Antara 1860 – 1870 ia mengajar di Masjid Haram dalam waktunya yang senggang, sebab antara tahun-tahun tersebut Nawawi sudah aktif menulis buku-buku. Tetapi setelah tahun 1870 ia memusatkan aktivitasnya untuk menulis. Nawawi seorang yang produktif dan berbakat; tulisan-tulisannya meliputi karya pendek yang berisi tentang pedoman-pedoman ibadah sampai kepada tafsir Al-Qur’an yang cukup tebal yang terdiri dari 2 jilid, yang diterbitkan di mesir tahun 1887. sarkis menyebutkan 38 karya Syekh Nawawi yang penting. beberapa contoh karya Nawawi yang penting yang terbit di Mesir antara lain:
1. Syarah Al-Jurummiyah, isinya tatabahasa Arab, terbit tahun 1881.
2. Lubab Al-Bayan (1884).
3. Dhariyat Al-Yaqin; isinya tentang doktrin-doktrin Islam, dan merupakan komentar atas karya Syekh Sanusi, terbit 1886.
4. Fathul Mujib. Buku ini merupakan komentar atas karya Adurr Al-Farid, karya Syekh Nawawi (guru Nawawi) yang terbit tahun 1881, dan 3 buah buku lagi yang berisi, selain doktrin-doktrin pokok, uraian tentang lima bagian-bagian penting daripada hukum Islam dan lima rukun Islam.
5. Dua jilid komentar tentang syair mauled karya Al Barzanji.
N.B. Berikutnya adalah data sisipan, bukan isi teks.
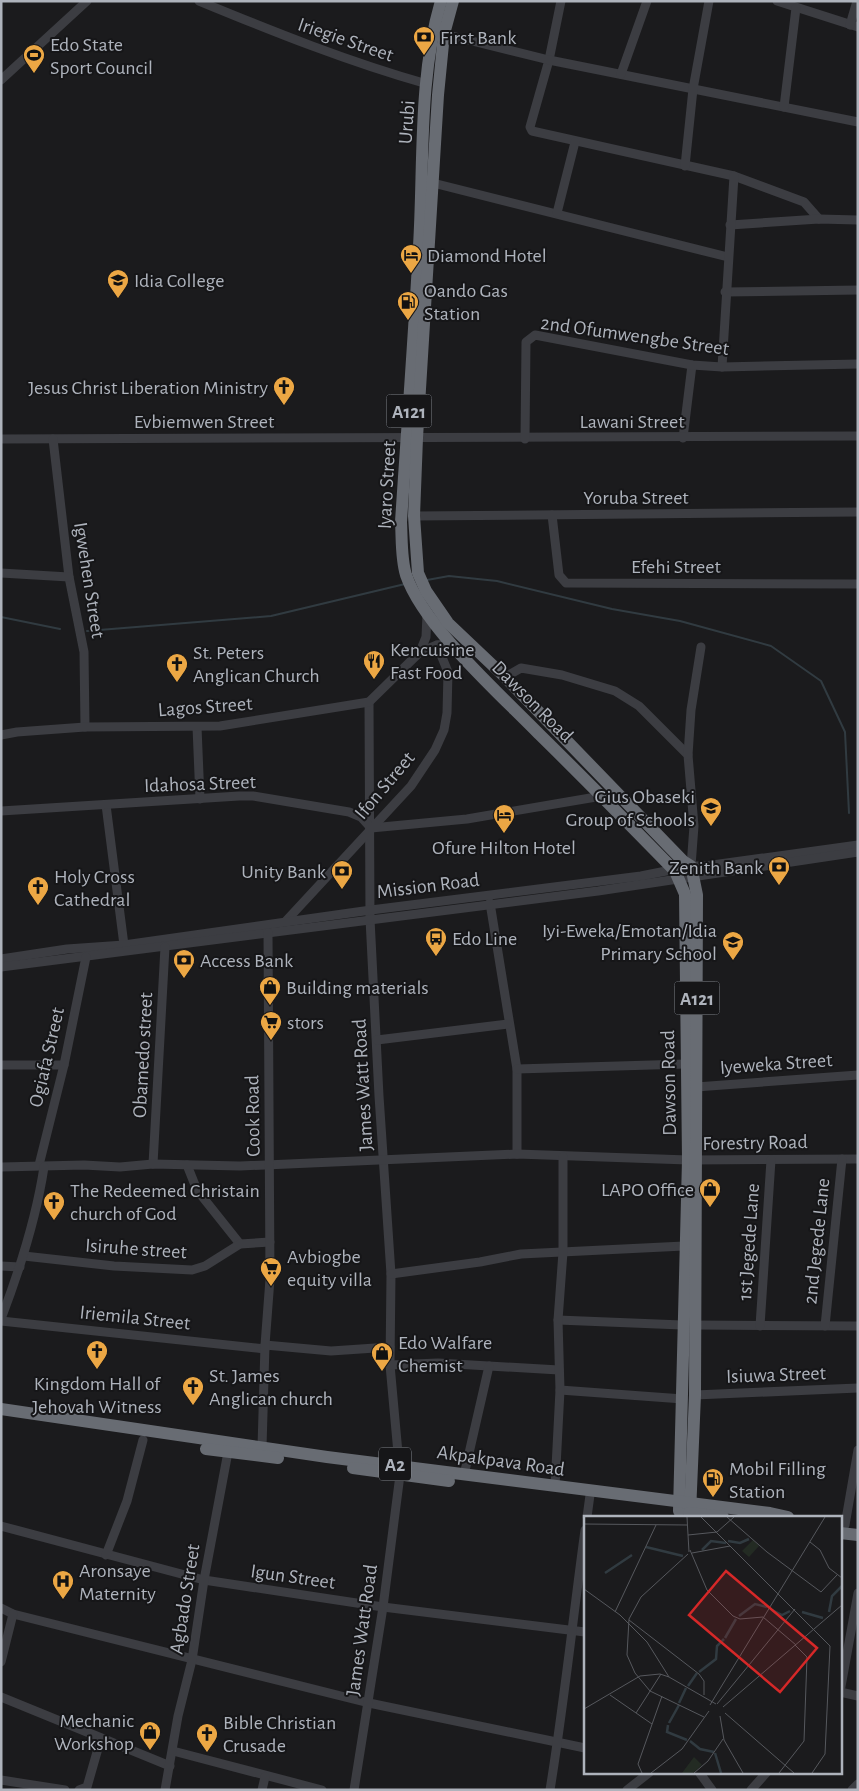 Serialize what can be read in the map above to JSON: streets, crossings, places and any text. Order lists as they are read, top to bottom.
{
  "streets": {
    "highway": [
      "Urubi",
      "A121",
      "Iyaro Street",
      "Dawson Road",
      "Akpakpava Road",
      "A2"
    ],
    "street": [
      "Iriegie Street",
      "2nd Ofumwengbe Street",
      "Evbiemwen Street",
      "Lawani Street",
      "Yoruba Street",
      "Efehi Street",
      "Igwehen Street",
      "Lagos Street",
      "Idahosa Street",
      "Ifon Street",
      "Mission Road",
      "Obamedo street",
      "Ogiafa Street",
      "Iyeweka Street",
      "James Watt Road",
      "Cook Road",
      "Forestry Road",
      "2nd Jegede Lane",
      "1st Jegede Lane",
      "Isiruhe street",
      "Iriemila Street",
      "Isiuwa Street",
      "Igun Street",
      "Agbado Street"
    ]
  },
  "crossings": [
    ["Iriegie Street", "Urubi"],
    ["Urubi", "Iyaro Street"],
    ["2nd Ofumwengbe Street", "Lawani Street"],
    ["Evbiemwen Street", "Lawani Street"],
    ["Evbiemwen Street", "Iyaro Street"],
    ["Evbiemwen Street", "Igwehen Street"],
    ["Lawani Street", "Iyaro Street"],
    ["Iyaro Street", "Yoruba Street"],
    ["Iyaro Street", "Dawson Road"],
    ["Yoruba Street", "Efehi Street"],
    ["Igwehen Street", "Lagos Street"],
    ["Dawson Road", "Mission Road"],
    ["Dawson Road", "Iyeweka Street"],
    ["Dawson Road", "Forestry Road"],
    ["Dawson Road", "Isiuwa Street"],
    ["Dawson Road", "Akpakpava Road"],
    ["Lagos Street", "James Watt Road"],
    ["Idahosa Street", "Ifon Street"],
    ["Idahosa Street", "James Watt Road"],
    ["Ifon Street", "Mission Road"],
    ["Ifon Street", "James Watt Road"],
    ["Mission Road", "Obamedo street"],
    ["Mission Road", "Ogiafa Street"],
    ["Mission Road", "James Watt Road"],
    ["Mission Road", "Cook Road"],
    ["Obamedo street", "Forestry Road"],
    ["Ogiafa Street", "Forestry Road"],
    ["Ogiafa Street", "Isiruhe street"],
    ["Ogiafa Street", "Iriemila Street"],
    ["James Watt Road", "Forestry Road"],
    ["James Watt Road", "Iriemila Street"],
    ["James Watt Road", "Akpakpava Road"],
    ["James Watt Road", "Igun Street"],
    ["Cook Road", "Forestry Road"],
    ["Cook Road", "Isiruhe street"],
    ["Cook Road", "Iriemila Street"],
    ["Cook Road", "Akpakpava Road"],
    ["Forestry Road", "2nd Jegede Lane"],
    ["Forestry Road", "1st Jegede Lane"],
    ["Akpakpava Road", "Agbado Street"],
    ["Igun Street", "Agbado Street"]
  ],
  "places": {
    "bank": [
      "First Bank",
      "Zenith Bank",
      "Unity Bank",
      "Access Bank"
    ],
    "sports": ["Edo State Sport Council"],
    "hotel": ["Diamond Hotel", "Ofure Hilton Hotel"],
    "school or university": ["Idia College", "Gius Obaseki Group of Schools", "Iyi-Eweka/Emotan/Idia Primary School"],
    "fuel station": ["Oando Gas Station", "Mobil Filling Station"],
    "church": [
      "Jesus Christ Liberation Ministry",
      "St. Peters Anglican Church",
      "Holy Cross Cathedral",
      "The Redeemed Christain church of God",
      "Kingdom Hall of Jehovah Witness",
      "St. James Anglican church",
      "Bible Christian Crusade"
    ],
    "restaurant": ["Kencuisine Fast Food"],
    "bus stop": ["Edo Line"],
    "shop": [
      "Building materials",
      "LAPO Office",
      "Edo Walfare Chemist",
      "Mechanic Workshop"
    ],
    "supermarket": ["stors", "Avbiogbe equity villa"],
    "hospital": ["Aronsaye Maternity"]
  }
}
Karya ini sangat penting sebab selalu dibacakan dalam perayaan-perayaan mauled.
6. Syarah Isro’ Miraj juga karangan Al Barzanji
7. Syarah tentang Syair Asmaul Husna
8. Syarah Manasik Haji karangan Syarbani yang tertbit tahun 1880.
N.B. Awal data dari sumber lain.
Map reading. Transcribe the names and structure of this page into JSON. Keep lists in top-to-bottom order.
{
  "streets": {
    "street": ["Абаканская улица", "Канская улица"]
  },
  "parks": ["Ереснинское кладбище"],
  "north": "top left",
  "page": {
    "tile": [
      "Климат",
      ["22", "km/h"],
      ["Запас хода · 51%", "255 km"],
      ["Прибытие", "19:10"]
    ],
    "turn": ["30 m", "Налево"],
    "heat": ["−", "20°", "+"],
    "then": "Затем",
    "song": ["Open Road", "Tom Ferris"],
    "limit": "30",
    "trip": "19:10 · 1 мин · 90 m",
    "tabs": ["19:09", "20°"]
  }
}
9. Syarah Suluk Al-Jiddah (1983)
10. Syarah Sullam Al-Manajah (1884) yang membahas tentang berbagai persoalan ibadah. (Buku asli no. 9 dan 10 dikarang oleh Syekh Hadrami).
11. Tafsir murah Labib.
Karya-karya besar Nawawi yang gagasan pemikiran pembaharuannya berangkat dari Mesir, sesungguhnya terbagi dalam tujuh kategorisasi bidang; yakni bidang tafsir, tauhid, fiqh, tasawuf, sejarah nabi, bahasa dan retorika. Hampir semua bidang ditulis dalam beberapa kitab kecuali bidang tafsir yang ditulisnya hanya satu kitab. Dari banyaknya karya yang ditulisnya ini dapat jadikan bukti bahwa memang Syeikh Nawawi adalah seorang penulis produktif multidisiplin, beliau banyak mengetahui semua bidang keilmuan Islam. Luasnya wawasan pengetahuan Nawawi yang tersebar membuat kesulitan bagi pengamat untuk menjelajah seluruh pemikirannya secara konprehenshif-utuh. Dalam beberapa tulisannya seringkali Nawawi mengaku dirinya sebagai penganut teologi Asy’ari (al-Asyari al-I’tiqodiy). Karya-karyanya yang banyak dikaji di Indonesia di bidang ini dianranya Fath ai-Majid, Tijan al-Durari, Nur al Dzulam, al-Futuhat al-Madaniyah, al-Tsumar al-Yaniah, Bahjat al-Wasail, Kasyifat as-Suja dan Mirqat al-Su’ud.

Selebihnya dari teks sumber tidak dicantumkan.